* [Task item]
The data is to be repeated exactly, with the images removed.

* [Input material]

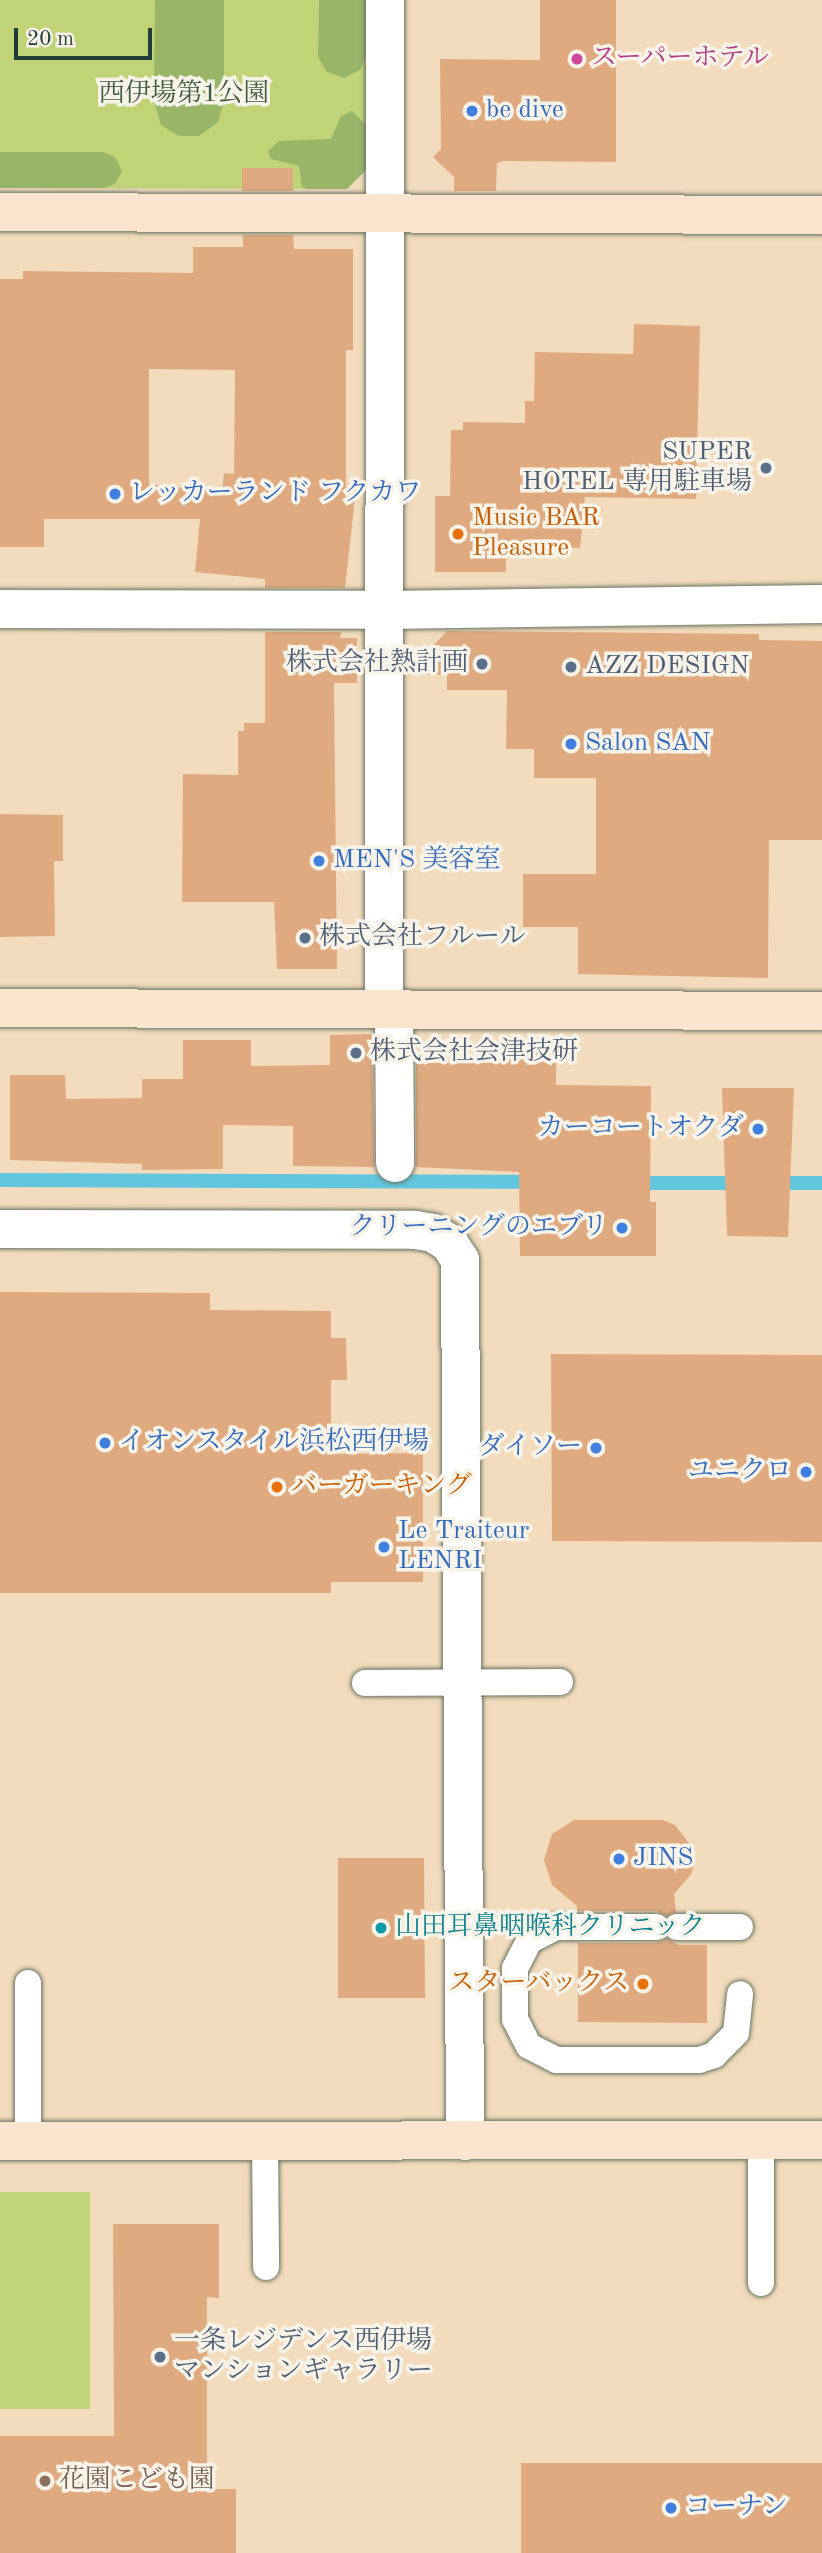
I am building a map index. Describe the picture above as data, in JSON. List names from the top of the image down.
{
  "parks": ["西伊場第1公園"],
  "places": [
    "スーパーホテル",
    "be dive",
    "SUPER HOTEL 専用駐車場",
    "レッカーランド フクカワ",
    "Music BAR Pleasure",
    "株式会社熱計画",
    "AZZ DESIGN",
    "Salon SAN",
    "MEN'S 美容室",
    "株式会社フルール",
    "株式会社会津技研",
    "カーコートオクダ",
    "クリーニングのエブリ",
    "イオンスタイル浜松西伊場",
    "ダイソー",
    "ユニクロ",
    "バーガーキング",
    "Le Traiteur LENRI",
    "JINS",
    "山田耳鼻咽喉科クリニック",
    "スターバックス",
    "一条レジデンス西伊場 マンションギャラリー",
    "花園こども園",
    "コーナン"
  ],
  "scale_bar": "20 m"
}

* [Output of the exercise]
I am building a map index. Describe the picture above as data, in JSON. List names from the top of the image down.
{
  "parks": ["西伊場第1公園"],
  "places": [
    "スーパーホテル",
    "be dive",
    "SUPER HOTEL 専用駐車場",
    "レッカーランド フクカワ",
    "Music BAR Pleasure",
    "株式会社熱計画",
    "AZZ DESIGN",
    "Salon SAN",
    "MEN'S 美容室",
    "株式会社フルール",
    "株式会社会津技研",
    "カーコートオクダ",
    "クリーニングのエブリ",
    "イオンスタイル浜松西伊場",
    "ダイソー",
    "ユニクロ",
    "バーガーキング",
    "Le Traiteur LENRI",
    "JINS",
    "山田耳鼻咽喉科クリニック",
    "スターバックス",
    "一条レジデンス西伊場 マンションギャラリー",
    "花園こども園",
    "コーナン"
  ],
  "scale_bar": "20 m"
}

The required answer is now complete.